── Data records ──

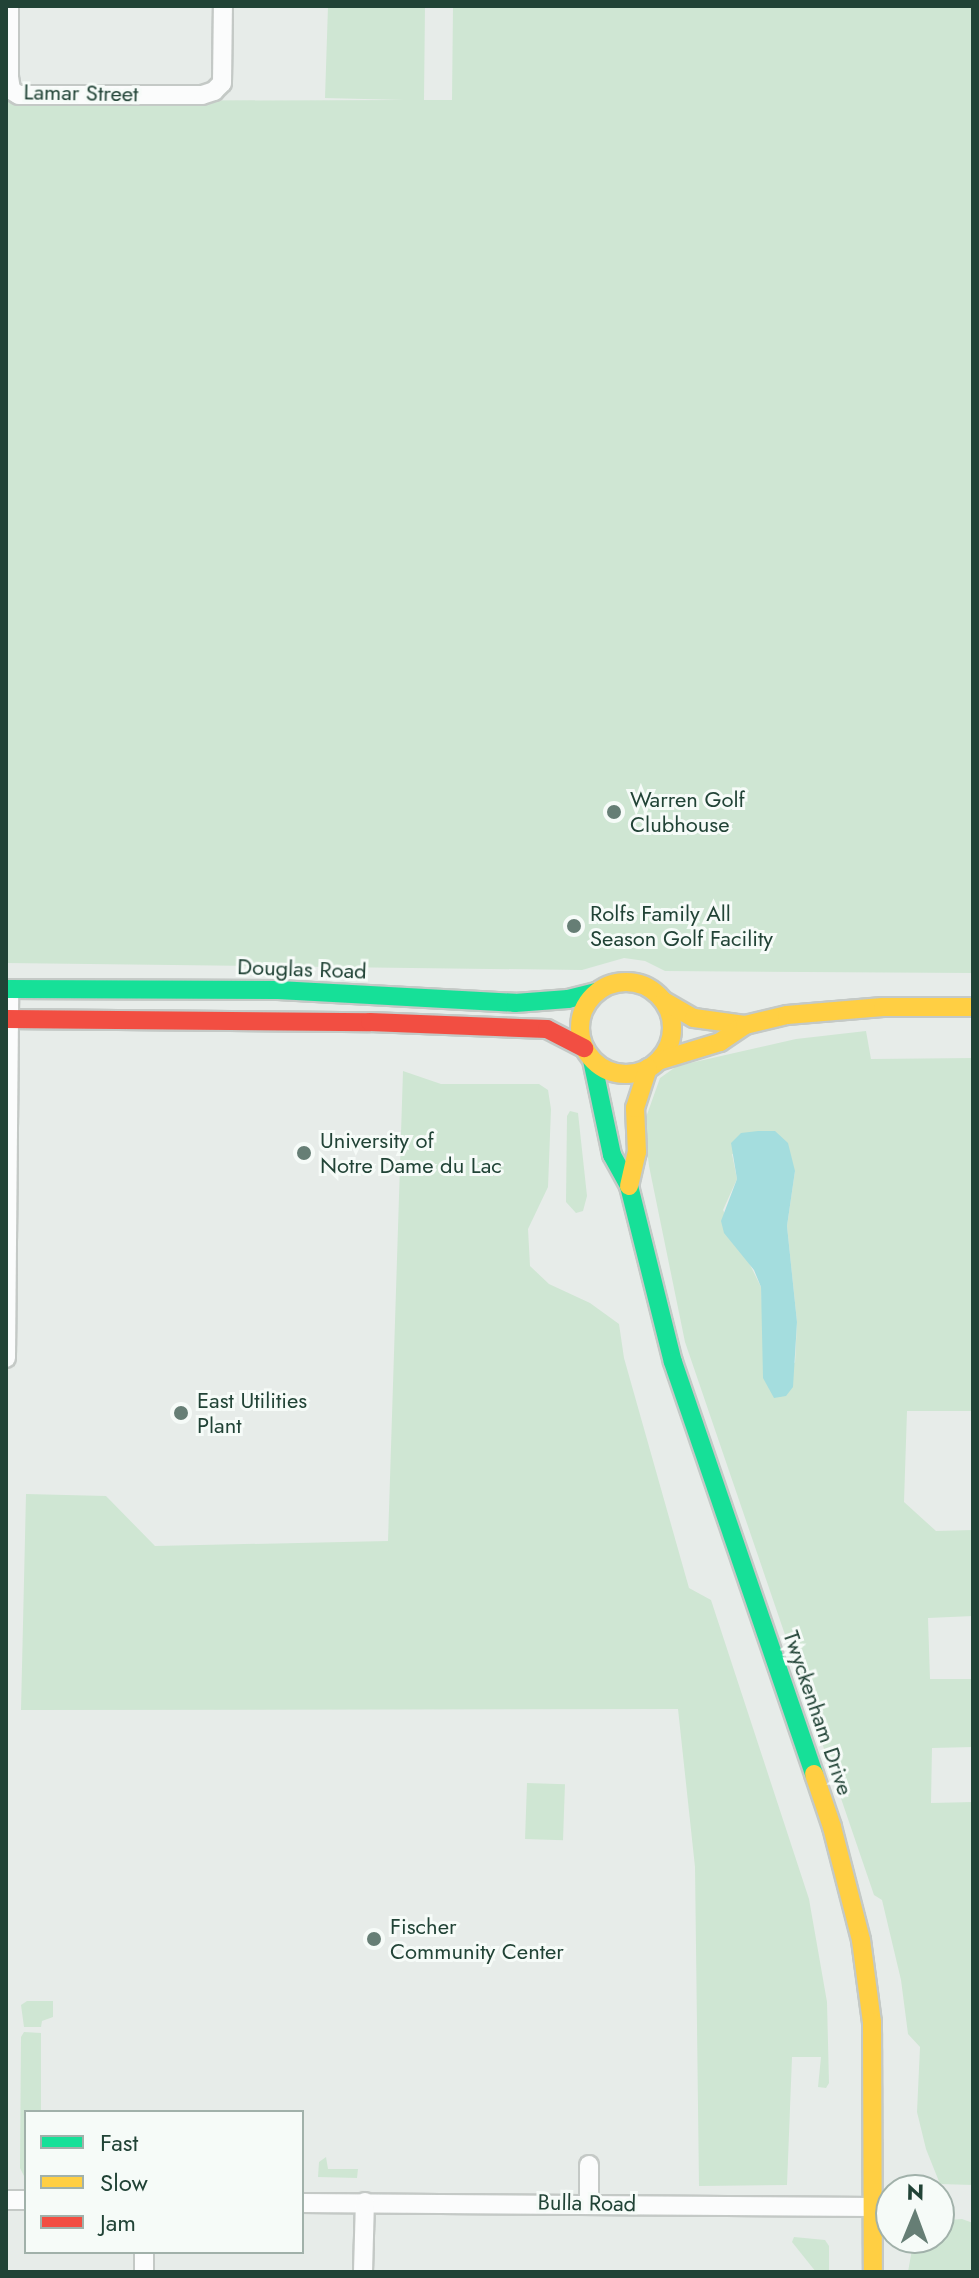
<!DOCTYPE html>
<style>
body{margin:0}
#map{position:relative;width:979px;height:2278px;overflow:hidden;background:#e7ece9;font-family:Jost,sans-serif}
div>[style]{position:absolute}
.green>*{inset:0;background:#cfe6d3;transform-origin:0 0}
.water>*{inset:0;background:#a4ddde}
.roads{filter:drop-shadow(2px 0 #c4c9c6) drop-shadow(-2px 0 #c4c9c6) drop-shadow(0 2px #c4c9c6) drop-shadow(0 -2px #c4c9c6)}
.street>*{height:18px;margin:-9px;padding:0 9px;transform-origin:9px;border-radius:9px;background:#fbfcfc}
.fast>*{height:18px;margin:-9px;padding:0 9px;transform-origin:9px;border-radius:9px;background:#16e098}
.slow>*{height:18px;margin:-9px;padding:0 9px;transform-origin:9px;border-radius:9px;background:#ffcf43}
.slow>.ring{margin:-9px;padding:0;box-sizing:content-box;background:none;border:18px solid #ffcf43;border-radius:50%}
.jam>*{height:18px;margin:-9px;padding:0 9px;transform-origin:9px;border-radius:9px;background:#f24e42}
.dots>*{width:22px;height:22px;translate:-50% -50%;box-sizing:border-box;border:4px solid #f6fbf8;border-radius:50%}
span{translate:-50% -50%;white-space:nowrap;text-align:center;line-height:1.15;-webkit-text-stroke:6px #f6fbf8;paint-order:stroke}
.street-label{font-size:22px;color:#214336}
.poi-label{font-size:22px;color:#214336}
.left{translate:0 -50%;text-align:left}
.frame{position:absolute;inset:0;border:8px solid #214336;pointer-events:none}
.legend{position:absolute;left:24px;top:2110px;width:280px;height:144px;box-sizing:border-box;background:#f6fbf8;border:2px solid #a1b1aa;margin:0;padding:10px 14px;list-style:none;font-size:24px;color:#214336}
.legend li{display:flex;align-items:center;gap:16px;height:40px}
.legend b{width:40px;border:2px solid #a1b1aa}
.north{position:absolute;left:875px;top:2174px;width:80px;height:80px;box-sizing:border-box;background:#f6fbf8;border:2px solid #a1b1aa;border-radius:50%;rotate:1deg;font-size:22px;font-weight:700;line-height:32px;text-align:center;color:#214336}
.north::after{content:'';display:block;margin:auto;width:28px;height:36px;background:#667e75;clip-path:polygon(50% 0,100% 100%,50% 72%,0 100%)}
</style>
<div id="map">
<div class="green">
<i style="clip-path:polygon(328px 6px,425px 6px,424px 100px,452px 100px,453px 6px,973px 6px,973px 973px,665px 971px,645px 961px,624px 958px,582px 970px,6px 963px,6px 101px,404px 100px,325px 98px)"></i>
<i style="clip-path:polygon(evenodd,866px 1031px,871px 1059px,973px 1058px,973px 1411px,907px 1411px,904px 1502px,936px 1531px,973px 1530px,973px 1616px,928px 1618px,930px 1679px,973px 1679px,973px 1747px,932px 1748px,931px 1803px,973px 1802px,973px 2185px,940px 2184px,926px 2149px,917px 2112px,920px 2047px,908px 2034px,901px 1980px,882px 1900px,874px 1895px,819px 1734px,825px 1725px,820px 1710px,809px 1705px,685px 1342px,649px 1166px,644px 1123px,660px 1078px,677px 1066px,796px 1039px,866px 1031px,732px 1154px,795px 1171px,787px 1226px,797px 1322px,795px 1363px,764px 1345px,761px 1287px,723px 1210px,737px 1179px,732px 1154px)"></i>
<i style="clip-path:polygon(403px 1071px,441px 1084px,539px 1084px,548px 1090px,551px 1109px,548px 1187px,528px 1229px,530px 1266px,549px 1284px,590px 1303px,619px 1324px,624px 1358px,689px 1588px,711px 1600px,809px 1899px,827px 2002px,829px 2083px,826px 2088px,818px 2087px,821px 2057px,792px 2057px,787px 2185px,699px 2186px,695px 1867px,678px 1709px,21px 1710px,26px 1494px,106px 1496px,155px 1546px,388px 1541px)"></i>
<i style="clip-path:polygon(570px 1111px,578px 1113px,587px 1196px,583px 1211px,576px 1213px,566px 1202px,567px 1116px)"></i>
<i style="left:527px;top:1783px;width:38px;height:56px;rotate:2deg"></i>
<i style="clip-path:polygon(27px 2001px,53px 2001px,53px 2017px,42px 2021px,41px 2027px,24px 2027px,21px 2005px)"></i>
<i style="clip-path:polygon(24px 2032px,41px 2033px,41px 2112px,26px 2112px,26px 2180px,20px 2168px,21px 2037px)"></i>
<i style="clip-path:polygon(326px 2157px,328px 2169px,358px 2169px,357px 2178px,318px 2177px,319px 2162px)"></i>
<i style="clip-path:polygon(962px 2219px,973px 2223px,973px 2272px,908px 2272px,914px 2238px,939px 2238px,939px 2221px)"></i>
<i style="clip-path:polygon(794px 2237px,825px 2240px,829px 2246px,829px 2272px,816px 2272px,792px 2242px)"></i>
</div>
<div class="water">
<i style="clip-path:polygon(758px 1131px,775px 1131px,788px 1143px,795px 1171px,787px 1226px,797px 1322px,793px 1387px,786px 1396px,774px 1398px,763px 1378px,761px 1287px,754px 1270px,724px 1233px,721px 1221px,737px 1179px,731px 1143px,741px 1133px)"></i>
</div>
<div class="roads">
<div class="street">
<i style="left:9px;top:6px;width:71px;rotate:90deg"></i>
<i style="left:9px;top:77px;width:13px;rotate:81deg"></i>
<i style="left:11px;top:90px;width:9px;rotate:32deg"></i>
<i style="left:19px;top:95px;width:183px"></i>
<i style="left:202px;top:95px;width:13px;rotate:-18deg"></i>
<i style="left:214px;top:91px;width:11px;rotate:-45deg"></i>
<i style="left:222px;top:83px;width:77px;rotate:-89.3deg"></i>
<i style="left:6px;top:1358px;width:369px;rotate:-89.5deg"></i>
<i style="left:589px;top:2165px;width:38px;rotate:90deg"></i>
<i style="left:6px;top:2200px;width:20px"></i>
<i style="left:302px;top:2203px;width:571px;rotate:0.4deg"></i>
<i style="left:144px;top:2252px;width:20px;rotate:90deg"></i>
<i style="left:363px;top:2272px;width:70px;rotate:-88.4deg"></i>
</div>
<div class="fast">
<i style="left:6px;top:989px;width:272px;rotate:0.2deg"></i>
<i style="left:278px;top:990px;width:237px;rotate:3.1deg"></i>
<i style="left:515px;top:1003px;width:53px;rotate:-4.3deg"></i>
<i style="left:568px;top:999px;width:29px;rotate:-14deg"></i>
<i style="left:592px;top:1060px;width:97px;rotate:78.1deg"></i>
<i style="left:612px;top:1155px;width:35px;rotate:61deg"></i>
<i style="left:629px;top:1186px;width:181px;rotate:76deg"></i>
<i style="left:673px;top:1362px;width:435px;rotate:71.1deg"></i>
</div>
<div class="slow">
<i class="ring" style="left:580px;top:982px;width:74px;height:74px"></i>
<i style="left:664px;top:1001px;width:34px;rotate:30deg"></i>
<i style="left:694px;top:1018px;width:51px;rotate:7.8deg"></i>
<i style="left:658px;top:1061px;width:65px;rotate:-17deg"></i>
<i style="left:720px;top:1042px;width:30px;rotate:-34deg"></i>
<i style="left:745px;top:1025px;width:43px;rotate:-13.4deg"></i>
<i style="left:787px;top:1015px;width:96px;rotate:-4.8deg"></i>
<i style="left:883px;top:1007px;width:90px"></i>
<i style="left:629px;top:1186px;width:35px;rotate:-77deg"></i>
<i style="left:637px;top:1152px;width:44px;rotate:-92.6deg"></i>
<i style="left:635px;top:1108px;width:42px;rotate:-72deg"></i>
<i style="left:814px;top:1774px;width:56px;rotate:71.2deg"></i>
<i style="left:832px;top:1827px;width:117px;rotate:75.6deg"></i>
<i style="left:861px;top:1940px;width:83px;rotate:82.4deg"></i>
<i style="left:872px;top:2022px;width:250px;rotate:89.8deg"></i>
</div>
<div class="jam">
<i style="left:6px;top:1019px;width:364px;rotate:0.5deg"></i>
<i style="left:370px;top:1022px;width:177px;rotate:2.3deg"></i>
<i style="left:547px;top:1029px;width:42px;rotate:27.2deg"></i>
</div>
</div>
<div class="dots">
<i style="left:614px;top:812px;background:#667e75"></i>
<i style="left:574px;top:926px;background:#667e75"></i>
<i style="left:304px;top:1153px;background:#667e75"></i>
<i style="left:181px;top:1413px;background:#667e75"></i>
<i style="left:374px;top:1939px;background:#667e75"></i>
</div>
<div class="street-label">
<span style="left:81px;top:93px;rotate:1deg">Lamar Street</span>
<span style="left:302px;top:969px;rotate:2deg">Douglas Road</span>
<span style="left:818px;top:1713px;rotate:71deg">Twyckenham Drive</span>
<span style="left:587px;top:2203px;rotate:1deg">Bulla Road</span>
</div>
<div class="poi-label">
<span class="left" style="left:630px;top:812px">Warren Golf<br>Clubhouse</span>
<span class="left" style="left:590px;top:926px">Rolfs Family All<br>Season Golf Facility</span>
<span class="left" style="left:320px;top:1153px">University of<br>Notre Dame du Lac</span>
<span class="left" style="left:197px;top:1413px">East Utilities<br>Plant</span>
<span class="left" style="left:390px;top:1939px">Fischer<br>Community Center</span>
</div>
<div class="frame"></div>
<ul class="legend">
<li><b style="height:10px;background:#16e098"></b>Fast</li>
<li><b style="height:10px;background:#ffcf43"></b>Slow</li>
<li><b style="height:10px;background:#f24e42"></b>Jam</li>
</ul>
<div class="north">N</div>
</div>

───

How many of the lines in the listing hold "roads"? Only the number should be given.

• Answer to the problem:
2